O momento pede “Voz Ativa” nas ruas e nos ouvidos. A música compõe o segundo EP dos Racionais, lançado em 1992, chamado “Escolha seu Caminho”. O som faz uma crítica geral ao racismo e convoca negros e negras a terem uma ação firme diante das opressões raciais impostas aos afrobrasileiros. A música ainda conta com o samples de duas grandes obras do funk americano: “Givin’ Up Food for Funk“, do The J.B.’s e “Transmograpfication“, nascida da união entre Fred Wesley e o The J.B.’s.
Sou forte, sou preto, sou filho dos guetos
A música afro-brasileira sempre foi rica em estilos e variedades. Sambas, funks, raps e jazz sempre presentes. Agora imagine um grupo capaz de sintetizar tudo isso em um lugar só. Essa é a big band Aláfia. O coletivo ainda tem trajetória recente, mas isso não impede que o repertório seja dos mais completos.

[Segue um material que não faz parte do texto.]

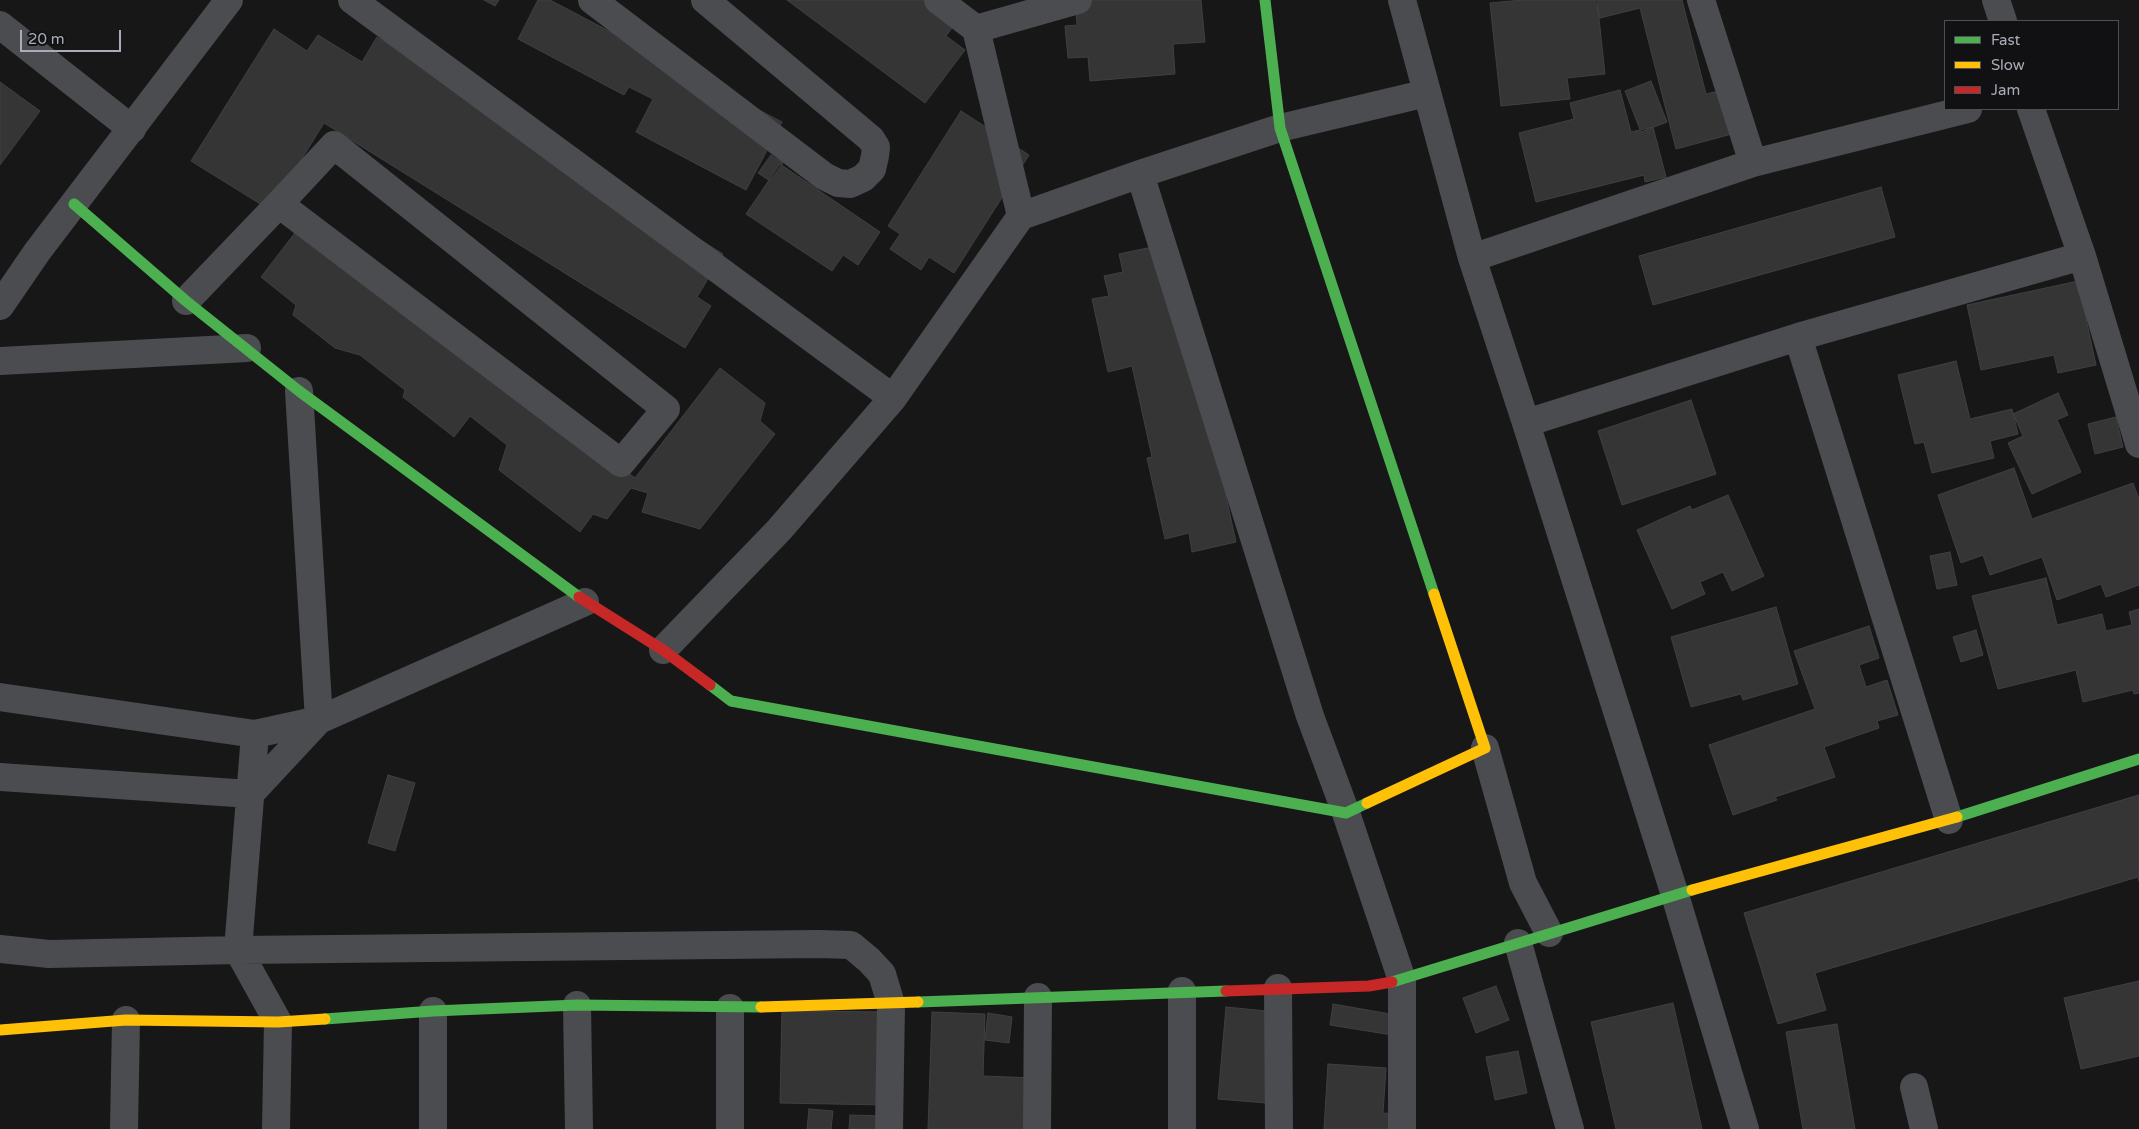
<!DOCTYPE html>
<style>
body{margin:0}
#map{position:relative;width:2139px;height:1129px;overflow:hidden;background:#171717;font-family:"Varela Round",sans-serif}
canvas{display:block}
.legend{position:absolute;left:1944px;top:20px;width:175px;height:90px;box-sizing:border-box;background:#111113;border:1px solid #4d4f55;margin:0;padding:6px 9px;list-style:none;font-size:15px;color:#a8adb8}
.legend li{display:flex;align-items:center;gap:10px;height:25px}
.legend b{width:25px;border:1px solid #4d4f55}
.scale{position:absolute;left:20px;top:30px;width:101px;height:22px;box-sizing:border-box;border:2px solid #a8adb8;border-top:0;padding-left:6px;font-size:15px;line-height:18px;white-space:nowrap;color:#a8adb8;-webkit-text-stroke:4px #111113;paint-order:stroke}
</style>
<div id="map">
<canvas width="2139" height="1129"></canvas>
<ul class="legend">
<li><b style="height:6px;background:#4caf50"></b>Fast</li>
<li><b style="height:6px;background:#ffc107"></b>Slow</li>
<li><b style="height:6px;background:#c62828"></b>Jam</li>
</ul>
<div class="scale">20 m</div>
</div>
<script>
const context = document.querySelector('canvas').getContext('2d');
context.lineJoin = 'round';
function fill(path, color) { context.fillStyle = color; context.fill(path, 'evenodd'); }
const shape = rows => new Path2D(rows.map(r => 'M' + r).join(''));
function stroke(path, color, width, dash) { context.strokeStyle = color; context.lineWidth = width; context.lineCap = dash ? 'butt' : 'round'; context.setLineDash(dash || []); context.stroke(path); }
const building = shape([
 [484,0,499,0,495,6,484,0],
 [538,0,550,0,782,122,746,190,636,132,653,99,629,87,624,95,518,39,538,0],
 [787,0,948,0,964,12,946,36,965,50,925,103,787,0],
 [1075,0,1201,0,1205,42,1173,44,1175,74,1090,81,1088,57,1068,58,1065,26,1077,25,1075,0],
 [1522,0,1597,0,1605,74,1567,78,1570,99,1501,106,1490,3,1522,0],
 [1595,0,1682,0,1706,94,1732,88,1743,131,1676,149,1640,8,1600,18,1595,0],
 [274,29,307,51,318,35,362,62,377,37,723,254,697,297,711,306,685,348,324,123,270,210,191,161,274,29],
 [1651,81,1667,122,1641,132,1625,91,1651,81],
 [0,82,40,111,0,165,0,82],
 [1620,90,1631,132,1653,127,1666,177,1645,182,1644,175,1536,202,1519,133,1574,119,1570,103,1620,90],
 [961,111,1029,155,954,273,929,257,921,270,890,249,900,234,888,226,961,111],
 [771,155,783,163,770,181,758,173,771,155],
 [780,164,880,232,858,265,843,255,832,271,746,214,780,164],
 [1881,187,1895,237,1653,305,1639,256,1881,187],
 [298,229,570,427,635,478,720,368,765,403,760,421,775,434,700,529,642,512,648,493,631,488,607,519,593,514,580,532,499,470,507,445,470,416,454,437,403,397,405,390,360,355,335,348,293,315,296,305,261,277,298,229],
 [1171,243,1236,542,1192,552,1189,533,1165,539,1147,458,1152,457,1132,366,1108,372,1092,299,1109,296,1104,276,1123,272,1119,254,1171,243],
 [2078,281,2096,365,2058,373,2054,355,1981,370,1967,305,2078,281],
 [1956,361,1970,419,2012,409,2018,434,1990,441,1994,458,1932,473,1924,442,1915,444,1898,375,1956,361],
 [2058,393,2068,415,2057,420,2081,472,2032,494,2008,443,2023,436,2013,414,2058,393],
 [1691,400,1716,474,1622,505,1598,431,1691,400],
 [2116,417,2123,447,2095,454,2088,424,2116,417],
 [2014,468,2032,519,2133,483,2139,499,2139,585,2106,597,2101,584,2057,600,2042,557,1990,575,1983,555,1961,563,1938,495,2014,468],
 [1728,495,1764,576,1732,591,1723,572,1700,582,1705,594,1672,609,1637,530,1690,506,1692,510,1728,495],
 [1950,552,1957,585,1937,589,1930,556,1950,552],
 [2046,578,2057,625,2102,614,2106,631,2132,625,2129,612,2139,609,2139,693,2134,694,2133,690,2083,702,2076,670,1998,689,1972,596,2046,578],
 [1776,607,1798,684,1743,700,1741,694,1691,707,1671,637,1776,607],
 [1869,626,1879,658,1859,665,1866,687,1887,680,1898,715,1877,721,1879,728,1824,747,1835,777,1775,797,1777,800,1733,815,1709,745,1815,709,1794,651,1869,626],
 [1976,630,1983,655,1961,662,1953,637,1976,630],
 [388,775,415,783,395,851,368,843,388,775],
 [2139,795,2139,881,2138,877,1815,973,1826,1010,1778,1024,1744,913,2139,795],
 [2139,981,2139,1056,2081,1069,2064,998,2139,981],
 [1496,986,1509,1020,1476,1033,1463,998,1496,986],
 [1673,1003,1702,1129,1616,1129,1591,1022,1673,1003],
 [1333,1004,1396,1015,1392,1035,1330,1025,1333,1004],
 [1226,1007,1286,1013,1278,1104,1218,1099,1226,1007],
 [782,1011,888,1012,886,1105,780,1103,782,1011],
 [932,1012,985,1014,983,1076,1034,1078,1037,1129,928,1129,932,1012],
 [988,1013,1012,1017,1009,1043,985,1040,988,1013],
 [1837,1024,1855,1129,1803,1129,1786,1032,1837,1024],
 [1518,1051,1527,1093,1495,1100,1486,1057,1518,1051],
 [1328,1064,1386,1068,1383,1113,1399,1114,1398,1129,1324,1129,1328,1064],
 [809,1109,833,1111,831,1129,807,1129,809,1109],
 [850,1115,884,1116,884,1129,849,1129,850,1115]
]);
const street = shape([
 [352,0,893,398],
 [592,0,824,176,838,183,850,184,863,178,872,169,875,156,876,147,871,139,705,0],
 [938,0,976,29,1021,216],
 [1402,0,1472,258,1526,423,1675,895,1745,1129],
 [1701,0,1753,163],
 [1996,0,2003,21],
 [0,25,132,129],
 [976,29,1078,0],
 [334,145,666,409,621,463,279,204,334,145],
 [1140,174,1310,716,1346,813,1402,980,1402,1129],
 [2082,256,2139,444],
 [1472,258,1753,163,1968,109],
 [186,301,279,204],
 [0,306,37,252,229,0],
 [1798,337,1949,820],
 [0,361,247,348],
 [299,391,319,720,585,602],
 [1526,423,1798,337,2082,256,2031,109],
 [663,650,779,530,893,398,1021,216,1140,174,1280,128,1427,93],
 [0,697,255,734,319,720],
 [1485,748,1523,883,1549,933],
 [0,777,250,794,319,720],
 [1518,943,1570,1129],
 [0,949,49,954,238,950,255,734],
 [1278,988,1279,1129],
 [1182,991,1182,1129],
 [577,1005,579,1129],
 [1914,1087,1924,1129],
 [124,1129,126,1020],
 [276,1129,278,1022,238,950,819,944,851,945,869,960,882,974,891,1004,889,1129],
 [433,1129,433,1011],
 [730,1129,730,1008],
 [1037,1129,1038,997]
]);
const fast = shape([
 [1265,0,1280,128,1434,594],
 [74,204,186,301,299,391,579,597],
 [710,685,731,701,1346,813,1367,803],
 [1957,817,2139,759],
 [1392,982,1692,890],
 [918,1002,1226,991],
 [325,1019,433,1011,577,1005,761,1007]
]);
const slow = shape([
 [1367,803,1485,748,1434,594],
 [1692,890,1957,817],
 [761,1007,918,1002],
 [0,1030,126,1020,278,1022,325,1019]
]);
const jam = shape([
 [579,597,663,650,710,685],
 [1226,991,1369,986,1392,982]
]);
fill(building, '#353536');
stroke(building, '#3f4043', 1);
stroke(street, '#4b4c50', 28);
stroke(fast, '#4caf50', 11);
stroke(slow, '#ffc107', 11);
stroke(jam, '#c62828', 11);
</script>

O grupo consegue trazer o que há de melhor na “ancestralidade musical” do Brasil, adicionando elementos variados às suas composições. Até hoje são dois álbuns lançados. O primeiro, de 2013, traz o mesmo nome da banda e é um ótimo cartão de visitas. As variadas influencias da black music afloram naturalmente, impossibilitando em muitos momentos atrelar um único rótulo ao som produzido pelo Aláfia.
O segundo trabalho ganhou o nome de “Corpura” e mantém as referências em gêneros negros em seu som. O tom político e posicionado contra o racismo e as opressões que afligem as populações periféricas seguem firmes no álbum, destaque para as músicas Salve Geral, Corpura, Proteja Seu Quilombo, Preto Cismado e Nada é Importante.
Na pedrada sonora Preto Cismado o grupo conta com participação da rapper Tássia Reis, para fazer uma crítica ácida sobre a negação do racismo no país e sua relação com outras opressões, como o machismo.